Each line below from the one containing "M410 899 455 932 438 956 393 922Z" through the one containing "M349 1165 379 1188 357 1217 327 1195Z" should be output exactly as it stands, and no other line should appear.

● **Extracted data**
========

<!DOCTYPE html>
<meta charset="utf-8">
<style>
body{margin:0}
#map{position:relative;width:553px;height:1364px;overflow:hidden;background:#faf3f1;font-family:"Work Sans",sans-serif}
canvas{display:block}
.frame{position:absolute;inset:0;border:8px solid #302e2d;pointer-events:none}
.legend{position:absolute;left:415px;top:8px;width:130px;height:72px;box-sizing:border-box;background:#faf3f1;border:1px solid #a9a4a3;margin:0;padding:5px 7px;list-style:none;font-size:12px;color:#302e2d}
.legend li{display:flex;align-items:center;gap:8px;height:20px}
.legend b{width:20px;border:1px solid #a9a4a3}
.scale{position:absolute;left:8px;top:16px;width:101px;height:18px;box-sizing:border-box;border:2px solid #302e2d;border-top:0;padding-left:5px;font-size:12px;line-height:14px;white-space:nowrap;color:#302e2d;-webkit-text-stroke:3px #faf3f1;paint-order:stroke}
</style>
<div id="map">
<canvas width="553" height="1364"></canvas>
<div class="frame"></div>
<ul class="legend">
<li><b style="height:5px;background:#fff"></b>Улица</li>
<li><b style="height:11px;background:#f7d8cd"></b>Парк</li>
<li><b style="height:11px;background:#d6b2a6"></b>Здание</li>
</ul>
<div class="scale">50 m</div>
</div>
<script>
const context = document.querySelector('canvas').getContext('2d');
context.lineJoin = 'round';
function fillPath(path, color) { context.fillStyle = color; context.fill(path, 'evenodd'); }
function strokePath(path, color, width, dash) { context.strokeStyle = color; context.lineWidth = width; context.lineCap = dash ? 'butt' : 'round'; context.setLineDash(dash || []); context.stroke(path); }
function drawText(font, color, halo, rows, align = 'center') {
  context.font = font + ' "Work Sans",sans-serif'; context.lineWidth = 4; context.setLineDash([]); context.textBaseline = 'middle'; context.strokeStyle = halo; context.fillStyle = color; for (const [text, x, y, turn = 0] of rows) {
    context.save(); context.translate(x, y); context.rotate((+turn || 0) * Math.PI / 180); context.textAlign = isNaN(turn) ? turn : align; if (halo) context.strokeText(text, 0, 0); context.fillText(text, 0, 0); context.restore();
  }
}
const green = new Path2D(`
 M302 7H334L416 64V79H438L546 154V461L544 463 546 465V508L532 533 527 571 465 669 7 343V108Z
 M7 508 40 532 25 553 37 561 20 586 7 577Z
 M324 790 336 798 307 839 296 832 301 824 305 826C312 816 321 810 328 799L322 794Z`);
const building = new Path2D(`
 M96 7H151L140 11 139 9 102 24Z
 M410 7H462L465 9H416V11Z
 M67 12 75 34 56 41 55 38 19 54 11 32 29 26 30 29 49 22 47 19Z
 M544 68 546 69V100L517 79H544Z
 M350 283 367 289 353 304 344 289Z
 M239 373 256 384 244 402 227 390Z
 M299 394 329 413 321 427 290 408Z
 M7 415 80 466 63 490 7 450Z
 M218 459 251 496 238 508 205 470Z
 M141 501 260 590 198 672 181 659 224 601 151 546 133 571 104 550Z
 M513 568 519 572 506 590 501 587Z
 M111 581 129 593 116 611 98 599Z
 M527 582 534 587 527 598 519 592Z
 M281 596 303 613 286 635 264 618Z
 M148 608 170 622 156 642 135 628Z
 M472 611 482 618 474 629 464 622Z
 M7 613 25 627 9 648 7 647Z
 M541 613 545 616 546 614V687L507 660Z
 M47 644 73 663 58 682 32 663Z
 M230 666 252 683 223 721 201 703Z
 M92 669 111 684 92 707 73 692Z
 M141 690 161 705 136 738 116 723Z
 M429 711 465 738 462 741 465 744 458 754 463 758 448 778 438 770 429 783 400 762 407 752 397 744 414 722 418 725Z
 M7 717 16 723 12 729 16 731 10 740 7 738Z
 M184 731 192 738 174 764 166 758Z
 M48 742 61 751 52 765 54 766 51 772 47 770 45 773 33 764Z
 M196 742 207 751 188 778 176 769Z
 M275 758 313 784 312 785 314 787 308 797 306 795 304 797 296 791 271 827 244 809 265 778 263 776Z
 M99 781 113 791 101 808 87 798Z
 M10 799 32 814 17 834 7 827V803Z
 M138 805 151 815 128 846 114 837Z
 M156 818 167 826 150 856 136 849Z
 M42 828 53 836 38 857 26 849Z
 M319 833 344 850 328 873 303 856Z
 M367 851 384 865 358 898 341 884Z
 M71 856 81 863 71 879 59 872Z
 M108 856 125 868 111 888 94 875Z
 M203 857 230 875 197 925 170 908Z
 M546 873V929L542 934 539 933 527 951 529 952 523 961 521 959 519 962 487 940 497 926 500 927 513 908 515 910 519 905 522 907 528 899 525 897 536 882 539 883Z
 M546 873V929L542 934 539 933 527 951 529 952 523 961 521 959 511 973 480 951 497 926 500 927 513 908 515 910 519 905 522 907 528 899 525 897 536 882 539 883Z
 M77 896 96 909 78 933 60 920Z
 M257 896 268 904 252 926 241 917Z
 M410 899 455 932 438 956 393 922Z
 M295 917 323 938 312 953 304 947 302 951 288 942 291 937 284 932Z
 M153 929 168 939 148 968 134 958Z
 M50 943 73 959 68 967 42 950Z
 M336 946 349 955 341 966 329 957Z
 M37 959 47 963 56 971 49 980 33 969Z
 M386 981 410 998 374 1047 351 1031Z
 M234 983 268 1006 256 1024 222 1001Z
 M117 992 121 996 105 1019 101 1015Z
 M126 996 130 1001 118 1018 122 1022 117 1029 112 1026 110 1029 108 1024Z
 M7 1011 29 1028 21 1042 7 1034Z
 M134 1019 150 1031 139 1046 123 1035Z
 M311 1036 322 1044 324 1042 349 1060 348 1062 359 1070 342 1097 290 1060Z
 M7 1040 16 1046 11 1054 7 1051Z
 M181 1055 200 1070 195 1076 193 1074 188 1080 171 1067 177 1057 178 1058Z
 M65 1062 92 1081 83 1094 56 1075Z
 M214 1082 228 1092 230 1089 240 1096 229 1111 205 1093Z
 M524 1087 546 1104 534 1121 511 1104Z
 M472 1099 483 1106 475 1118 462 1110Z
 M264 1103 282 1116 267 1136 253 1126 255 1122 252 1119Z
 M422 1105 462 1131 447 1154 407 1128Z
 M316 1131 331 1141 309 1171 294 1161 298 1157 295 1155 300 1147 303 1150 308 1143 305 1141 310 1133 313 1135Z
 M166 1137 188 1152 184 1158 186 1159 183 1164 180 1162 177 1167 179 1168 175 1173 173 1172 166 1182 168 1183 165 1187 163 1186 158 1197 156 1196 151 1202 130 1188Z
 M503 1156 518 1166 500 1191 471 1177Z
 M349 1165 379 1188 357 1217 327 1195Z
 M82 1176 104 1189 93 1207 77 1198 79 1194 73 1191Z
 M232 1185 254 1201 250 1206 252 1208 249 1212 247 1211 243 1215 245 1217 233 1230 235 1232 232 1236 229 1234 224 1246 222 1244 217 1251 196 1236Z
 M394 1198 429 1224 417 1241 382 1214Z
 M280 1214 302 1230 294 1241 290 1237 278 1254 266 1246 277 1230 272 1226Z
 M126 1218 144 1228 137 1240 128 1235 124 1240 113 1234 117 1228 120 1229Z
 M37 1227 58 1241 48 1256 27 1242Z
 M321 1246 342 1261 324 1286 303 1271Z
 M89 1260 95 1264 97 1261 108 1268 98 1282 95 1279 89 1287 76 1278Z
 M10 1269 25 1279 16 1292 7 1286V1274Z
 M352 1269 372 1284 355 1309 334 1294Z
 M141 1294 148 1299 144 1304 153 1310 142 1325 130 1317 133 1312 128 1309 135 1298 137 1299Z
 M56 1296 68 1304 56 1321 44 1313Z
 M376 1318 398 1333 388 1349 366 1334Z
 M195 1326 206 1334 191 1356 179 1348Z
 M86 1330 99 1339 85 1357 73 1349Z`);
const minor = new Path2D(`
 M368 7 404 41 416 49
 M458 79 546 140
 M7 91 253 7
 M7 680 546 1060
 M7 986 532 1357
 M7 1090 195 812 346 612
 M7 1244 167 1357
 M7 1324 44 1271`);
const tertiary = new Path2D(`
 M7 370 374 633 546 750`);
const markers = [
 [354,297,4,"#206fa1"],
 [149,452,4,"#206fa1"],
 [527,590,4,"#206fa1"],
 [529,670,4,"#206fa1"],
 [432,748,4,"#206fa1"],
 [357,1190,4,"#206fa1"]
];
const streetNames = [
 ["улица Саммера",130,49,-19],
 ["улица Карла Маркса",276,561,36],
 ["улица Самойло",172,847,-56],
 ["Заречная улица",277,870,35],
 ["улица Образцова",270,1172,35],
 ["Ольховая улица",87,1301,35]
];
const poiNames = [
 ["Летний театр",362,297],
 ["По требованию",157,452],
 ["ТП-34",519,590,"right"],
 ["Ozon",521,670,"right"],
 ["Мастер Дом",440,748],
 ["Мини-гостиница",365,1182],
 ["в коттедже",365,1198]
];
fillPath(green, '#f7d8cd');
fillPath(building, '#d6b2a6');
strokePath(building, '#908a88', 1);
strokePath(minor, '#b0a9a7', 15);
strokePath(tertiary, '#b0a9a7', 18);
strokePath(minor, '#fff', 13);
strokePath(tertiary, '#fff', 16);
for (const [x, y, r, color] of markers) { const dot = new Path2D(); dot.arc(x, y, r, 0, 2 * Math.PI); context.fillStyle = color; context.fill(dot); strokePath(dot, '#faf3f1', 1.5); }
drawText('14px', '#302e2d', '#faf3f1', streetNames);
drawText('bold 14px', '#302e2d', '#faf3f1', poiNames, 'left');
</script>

========

● **Solution to the problem**
 M410 899 455 932 438 956 393 922Z
 M295 917 323 938 312 953 304 947 302 951 288 942 291 937 284 932Z
 M153 929 168 939 148 968 134 958Z
 M50 943 73 959 68 967 42 950Z
 M336 946 349 955 341 966 329 957Z
 M37 959 47 963 56 971 49 980 33 969Z
 M386 981 410 998 374 1047 351 1031Z
 M234 983 268 1006 256 1024 222 1001Z
 M117 992 121 996 105 1019 101 1015Z
 M126 996 130 1001 118 1018 122 1022 117 1029 112 1026 110 1029 108 1024Z
 M7 1011 29 1028 21 1042 7 1034Z
 M134 1019 150 1031 139 1046 123 1035Z
 M311 1036 322 1044 324 1042 349 1060 348 1062 359 1070 342 1097 290 1060Z
 M7 1040 16 1046 11 1054 7 1051Z
 M181 1055 200 1070 195 1076 193 1074 188 1080 171 1067 177 1057 178 1058Z
 M65 1062 92 1081 83 1094 56 1075Z
 M214 1082 228 1092 230 1089 240 1096 229 1111 205 1093Z
 M524 1087 546 1104 534 1121 511 1104Z
 M472 1099 483 1106 475 1118 462 1110Z
 M264 1103 282 1116 267 1136 253 1126 255 1122 252 1119Z
 M422 1105 462 1131 447 1154 407 1128Z
 M316 1131 331 1141 309 1171 294 1161 298 1157 295 1155 300 1147 303 1150 308 1143 305 1141 310 1133 313 1135Z
 M166 1137 188 1152 184 1158 186 1159 183 1164 180 1162 177 1167 179 1168 175 1173 173 1172 166 1182 168 1183 165 1187 163 1186 158 1197 156 1196 151 1202 130 1188Z
 M503 1156 518 1166 500 1191 471 1177Z
 M349 1165 379 1188 357 1217 327 1195Z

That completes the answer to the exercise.